I’m willing to bet that not one single person actually has “a plan” for their final day on earth or cares to make such a plan. So I think rather than living as if each day might be our last, we should just try to make every day as good as we can, not be excessively grumpy, ill-tempered, or rude.

On the road

Any day could be our last. We could be hit by a bus, crushed by a falling tree, have a stroke, heart attack, or fall down the stairs. Or the elevator cords could snap, an earthquake could eat us or fire sweep through our peaceful neighborhood. No one has a calendar that tells them how they will fare on any day.

Photo: Garry Armstrong

So I suggest we live in the moment, as much as we are able given the reality that we are not in control of our lives beyond the basics of getting through one day to the next. We can do the best we are able, try to be nice to others, and don’t forget to pet your dogs and cats.

Also, watch out for buses and trucks driven by drunks heading your way.

Categories: climate change, dawn, Life, Marilyn Armstrong, Photography, Sunset

Tags: , , , , ,

15 replies

  1. Great article! I think we would all benefit if we lived each day as if it were our first…
    with no ‘prior knowledge’ just an awesome appreciation and anticipation. Then when we
    looked up and saw that asteroid coming directly at us, we would be mostly curious…hmm
    guess that didn’t work so well for the dinosaurs …

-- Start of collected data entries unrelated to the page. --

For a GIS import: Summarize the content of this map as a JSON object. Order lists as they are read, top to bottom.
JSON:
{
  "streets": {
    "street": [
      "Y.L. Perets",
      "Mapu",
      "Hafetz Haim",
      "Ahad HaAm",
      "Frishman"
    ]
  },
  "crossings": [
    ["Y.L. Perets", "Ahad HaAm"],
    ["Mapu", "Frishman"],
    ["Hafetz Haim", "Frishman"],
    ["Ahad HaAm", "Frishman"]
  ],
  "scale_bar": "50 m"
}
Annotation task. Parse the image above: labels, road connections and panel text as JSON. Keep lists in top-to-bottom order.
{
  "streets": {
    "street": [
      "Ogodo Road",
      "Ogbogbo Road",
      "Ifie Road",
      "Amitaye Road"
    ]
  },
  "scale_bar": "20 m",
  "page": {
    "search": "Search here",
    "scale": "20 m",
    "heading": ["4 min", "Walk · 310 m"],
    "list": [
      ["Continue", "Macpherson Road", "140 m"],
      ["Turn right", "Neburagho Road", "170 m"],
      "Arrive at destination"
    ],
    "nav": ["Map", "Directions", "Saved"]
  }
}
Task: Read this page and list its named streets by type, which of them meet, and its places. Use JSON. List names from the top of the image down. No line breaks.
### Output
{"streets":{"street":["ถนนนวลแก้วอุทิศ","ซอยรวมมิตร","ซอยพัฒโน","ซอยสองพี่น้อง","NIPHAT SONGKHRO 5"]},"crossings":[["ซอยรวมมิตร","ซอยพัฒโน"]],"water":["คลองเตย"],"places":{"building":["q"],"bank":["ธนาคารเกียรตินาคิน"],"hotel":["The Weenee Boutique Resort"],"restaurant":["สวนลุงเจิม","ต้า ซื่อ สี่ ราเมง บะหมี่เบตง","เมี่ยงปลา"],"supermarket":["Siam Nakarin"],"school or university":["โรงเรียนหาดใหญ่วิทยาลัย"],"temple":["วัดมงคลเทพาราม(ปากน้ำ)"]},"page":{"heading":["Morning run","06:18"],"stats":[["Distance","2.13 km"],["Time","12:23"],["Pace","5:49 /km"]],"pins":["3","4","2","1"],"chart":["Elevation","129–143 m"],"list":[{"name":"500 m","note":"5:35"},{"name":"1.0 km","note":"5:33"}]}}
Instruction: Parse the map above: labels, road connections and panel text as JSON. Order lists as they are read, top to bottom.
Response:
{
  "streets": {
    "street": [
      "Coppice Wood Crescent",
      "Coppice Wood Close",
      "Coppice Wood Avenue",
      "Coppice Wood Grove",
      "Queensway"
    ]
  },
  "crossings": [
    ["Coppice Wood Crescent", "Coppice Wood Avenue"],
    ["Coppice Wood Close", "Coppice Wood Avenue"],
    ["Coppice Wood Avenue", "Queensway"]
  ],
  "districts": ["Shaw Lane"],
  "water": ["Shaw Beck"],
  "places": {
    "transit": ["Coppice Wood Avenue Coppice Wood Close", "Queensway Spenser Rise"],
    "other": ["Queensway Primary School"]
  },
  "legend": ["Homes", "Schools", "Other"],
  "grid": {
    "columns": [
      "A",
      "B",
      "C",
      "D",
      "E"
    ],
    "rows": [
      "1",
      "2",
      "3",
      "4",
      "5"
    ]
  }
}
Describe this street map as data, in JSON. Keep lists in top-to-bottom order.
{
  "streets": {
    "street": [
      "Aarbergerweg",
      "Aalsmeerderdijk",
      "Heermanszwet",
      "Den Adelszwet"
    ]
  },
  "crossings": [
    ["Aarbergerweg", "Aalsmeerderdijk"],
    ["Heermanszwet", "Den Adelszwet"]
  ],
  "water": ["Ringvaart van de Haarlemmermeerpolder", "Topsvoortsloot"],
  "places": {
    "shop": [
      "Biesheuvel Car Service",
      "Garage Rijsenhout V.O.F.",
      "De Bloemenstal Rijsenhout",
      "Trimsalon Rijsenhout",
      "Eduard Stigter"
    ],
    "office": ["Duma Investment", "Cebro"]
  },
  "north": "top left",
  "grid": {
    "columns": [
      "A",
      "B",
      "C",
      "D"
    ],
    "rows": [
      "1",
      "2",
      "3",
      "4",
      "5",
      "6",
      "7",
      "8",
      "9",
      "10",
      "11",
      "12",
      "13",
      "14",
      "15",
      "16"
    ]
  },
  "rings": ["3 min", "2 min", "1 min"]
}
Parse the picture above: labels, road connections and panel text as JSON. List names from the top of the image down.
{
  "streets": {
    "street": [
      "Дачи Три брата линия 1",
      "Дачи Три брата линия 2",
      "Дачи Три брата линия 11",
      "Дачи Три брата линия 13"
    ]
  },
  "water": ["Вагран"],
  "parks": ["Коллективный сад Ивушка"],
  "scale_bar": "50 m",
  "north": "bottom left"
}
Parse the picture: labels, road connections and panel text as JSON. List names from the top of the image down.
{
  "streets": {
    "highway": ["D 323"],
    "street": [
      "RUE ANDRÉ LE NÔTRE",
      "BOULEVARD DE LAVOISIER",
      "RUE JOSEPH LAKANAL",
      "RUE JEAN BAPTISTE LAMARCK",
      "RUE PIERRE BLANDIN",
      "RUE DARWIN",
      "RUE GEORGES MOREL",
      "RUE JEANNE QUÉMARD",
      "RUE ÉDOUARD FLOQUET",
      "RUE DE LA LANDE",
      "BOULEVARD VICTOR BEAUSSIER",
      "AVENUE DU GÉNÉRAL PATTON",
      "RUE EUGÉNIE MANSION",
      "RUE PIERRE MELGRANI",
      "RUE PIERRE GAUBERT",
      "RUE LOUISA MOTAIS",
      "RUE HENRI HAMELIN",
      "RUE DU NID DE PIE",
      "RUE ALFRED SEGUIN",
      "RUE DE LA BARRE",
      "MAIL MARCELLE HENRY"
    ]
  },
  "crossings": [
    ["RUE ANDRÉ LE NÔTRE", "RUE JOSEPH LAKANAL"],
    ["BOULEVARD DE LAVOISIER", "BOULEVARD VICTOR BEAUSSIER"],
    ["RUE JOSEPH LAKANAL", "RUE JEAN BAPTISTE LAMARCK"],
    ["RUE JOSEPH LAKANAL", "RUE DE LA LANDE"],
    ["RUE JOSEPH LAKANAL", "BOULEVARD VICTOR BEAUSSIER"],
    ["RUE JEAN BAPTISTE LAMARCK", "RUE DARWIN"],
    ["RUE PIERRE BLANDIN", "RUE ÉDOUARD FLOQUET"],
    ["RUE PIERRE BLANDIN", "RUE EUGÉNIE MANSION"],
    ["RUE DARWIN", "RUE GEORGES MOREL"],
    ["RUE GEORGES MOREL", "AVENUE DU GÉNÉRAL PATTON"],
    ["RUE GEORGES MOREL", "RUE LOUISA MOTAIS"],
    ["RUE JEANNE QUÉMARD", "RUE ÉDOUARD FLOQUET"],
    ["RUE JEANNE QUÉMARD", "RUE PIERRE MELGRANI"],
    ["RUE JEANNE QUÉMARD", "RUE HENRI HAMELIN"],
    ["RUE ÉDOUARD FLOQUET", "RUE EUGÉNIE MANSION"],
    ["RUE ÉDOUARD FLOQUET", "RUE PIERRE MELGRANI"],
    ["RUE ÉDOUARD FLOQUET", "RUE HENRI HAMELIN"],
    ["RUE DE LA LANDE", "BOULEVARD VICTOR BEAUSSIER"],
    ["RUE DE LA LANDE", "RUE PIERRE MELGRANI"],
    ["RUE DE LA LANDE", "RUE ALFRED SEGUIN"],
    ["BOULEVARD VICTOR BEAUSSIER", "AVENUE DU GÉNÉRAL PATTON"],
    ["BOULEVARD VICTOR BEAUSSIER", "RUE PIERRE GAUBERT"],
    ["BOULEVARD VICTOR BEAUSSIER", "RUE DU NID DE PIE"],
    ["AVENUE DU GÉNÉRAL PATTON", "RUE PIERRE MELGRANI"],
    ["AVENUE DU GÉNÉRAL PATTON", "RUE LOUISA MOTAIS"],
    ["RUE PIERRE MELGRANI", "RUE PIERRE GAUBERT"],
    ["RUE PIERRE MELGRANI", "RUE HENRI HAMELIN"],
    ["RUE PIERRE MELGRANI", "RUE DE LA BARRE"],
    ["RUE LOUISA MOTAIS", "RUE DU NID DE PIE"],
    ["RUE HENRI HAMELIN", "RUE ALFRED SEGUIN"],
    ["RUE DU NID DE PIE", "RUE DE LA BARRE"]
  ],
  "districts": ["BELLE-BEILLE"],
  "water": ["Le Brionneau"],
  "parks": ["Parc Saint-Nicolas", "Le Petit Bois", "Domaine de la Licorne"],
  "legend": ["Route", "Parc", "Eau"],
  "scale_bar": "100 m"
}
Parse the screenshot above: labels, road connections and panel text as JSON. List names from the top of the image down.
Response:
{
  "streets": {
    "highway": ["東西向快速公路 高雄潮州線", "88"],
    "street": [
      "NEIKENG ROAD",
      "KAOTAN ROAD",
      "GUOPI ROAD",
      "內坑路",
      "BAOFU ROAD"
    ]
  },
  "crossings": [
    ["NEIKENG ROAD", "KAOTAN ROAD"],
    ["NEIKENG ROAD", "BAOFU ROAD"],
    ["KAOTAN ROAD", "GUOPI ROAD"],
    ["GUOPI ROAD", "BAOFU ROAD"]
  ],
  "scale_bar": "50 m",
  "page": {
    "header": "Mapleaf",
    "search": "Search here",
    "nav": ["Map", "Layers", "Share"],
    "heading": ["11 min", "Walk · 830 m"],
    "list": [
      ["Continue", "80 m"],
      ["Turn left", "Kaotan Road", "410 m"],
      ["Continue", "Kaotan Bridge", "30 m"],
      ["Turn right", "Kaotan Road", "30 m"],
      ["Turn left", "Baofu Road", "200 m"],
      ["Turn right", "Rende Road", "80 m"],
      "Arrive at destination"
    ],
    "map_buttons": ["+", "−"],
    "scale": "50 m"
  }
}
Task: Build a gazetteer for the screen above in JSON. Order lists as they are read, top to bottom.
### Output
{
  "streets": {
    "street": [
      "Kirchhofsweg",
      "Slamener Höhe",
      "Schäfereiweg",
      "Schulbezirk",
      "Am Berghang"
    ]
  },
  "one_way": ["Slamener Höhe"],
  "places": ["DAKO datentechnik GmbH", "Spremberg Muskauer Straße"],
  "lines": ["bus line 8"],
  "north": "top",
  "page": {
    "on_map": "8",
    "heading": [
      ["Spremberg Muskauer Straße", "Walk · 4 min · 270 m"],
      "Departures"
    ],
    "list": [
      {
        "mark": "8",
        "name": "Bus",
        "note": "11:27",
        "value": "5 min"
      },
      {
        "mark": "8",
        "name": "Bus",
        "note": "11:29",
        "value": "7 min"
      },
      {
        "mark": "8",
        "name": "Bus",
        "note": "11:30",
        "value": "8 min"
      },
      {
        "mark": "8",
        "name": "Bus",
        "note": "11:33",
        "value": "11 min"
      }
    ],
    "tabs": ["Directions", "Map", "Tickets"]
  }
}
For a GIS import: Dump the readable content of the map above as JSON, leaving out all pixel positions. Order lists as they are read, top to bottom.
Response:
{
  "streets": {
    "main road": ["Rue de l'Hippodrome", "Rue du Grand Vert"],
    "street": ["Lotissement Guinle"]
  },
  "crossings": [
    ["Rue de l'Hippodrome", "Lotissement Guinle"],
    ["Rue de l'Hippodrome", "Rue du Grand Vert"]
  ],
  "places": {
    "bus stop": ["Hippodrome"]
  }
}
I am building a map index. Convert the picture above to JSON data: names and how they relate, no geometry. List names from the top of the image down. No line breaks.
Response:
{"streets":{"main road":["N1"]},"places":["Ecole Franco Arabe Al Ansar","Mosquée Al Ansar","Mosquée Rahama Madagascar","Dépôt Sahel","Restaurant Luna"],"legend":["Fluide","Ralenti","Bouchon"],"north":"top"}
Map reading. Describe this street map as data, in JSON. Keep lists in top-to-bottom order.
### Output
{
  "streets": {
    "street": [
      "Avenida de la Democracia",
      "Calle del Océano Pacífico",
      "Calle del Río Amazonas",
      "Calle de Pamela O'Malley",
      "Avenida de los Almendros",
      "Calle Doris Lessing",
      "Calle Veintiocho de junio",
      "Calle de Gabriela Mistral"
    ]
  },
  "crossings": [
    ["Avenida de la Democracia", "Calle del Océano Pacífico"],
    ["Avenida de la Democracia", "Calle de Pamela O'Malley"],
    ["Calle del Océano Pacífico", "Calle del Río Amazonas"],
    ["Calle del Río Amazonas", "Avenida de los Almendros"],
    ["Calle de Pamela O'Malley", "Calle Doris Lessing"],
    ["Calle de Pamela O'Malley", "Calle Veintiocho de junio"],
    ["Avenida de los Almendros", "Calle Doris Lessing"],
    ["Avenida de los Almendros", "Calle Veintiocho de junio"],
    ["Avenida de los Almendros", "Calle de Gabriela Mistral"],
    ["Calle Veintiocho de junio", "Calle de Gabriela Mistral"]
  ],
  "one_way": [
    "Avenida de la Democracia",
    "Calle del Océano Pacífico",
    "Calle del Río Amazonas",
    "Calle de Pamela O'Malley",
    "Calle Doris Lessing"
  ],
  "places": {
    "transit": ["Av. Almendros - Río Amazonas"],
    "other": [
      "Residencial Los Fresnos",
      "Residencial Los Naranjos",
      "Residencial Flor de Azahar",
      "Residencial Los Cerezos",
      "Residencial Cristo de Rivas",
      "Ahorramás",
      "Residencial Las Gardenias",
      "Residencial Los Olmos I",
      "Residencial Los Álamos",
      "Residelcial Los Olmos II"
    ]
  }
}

  2. I would probably just go about the day as I always have. I assume that, while it may be MY last day, it may NOT be everyones.


  3. Very wise and practical advice.


    • I was sitting there trying to imagine what I would do if I knew it was the last day of my life and I realized — I have absolutely NO idea and what’s more, I don’t want to make plans. You can’t go far wrong with that concept 😀

      Liked by 1 person

  4. I read Neville Shute’s “On The Beach” when I was in my twenties and it did upset me to the point where I spent some time thinking about how I’d spend my last day. Now I think as you do that I want to make every day a good day. When the last one comes, if I know it’s the last one, I’ll have no regrets.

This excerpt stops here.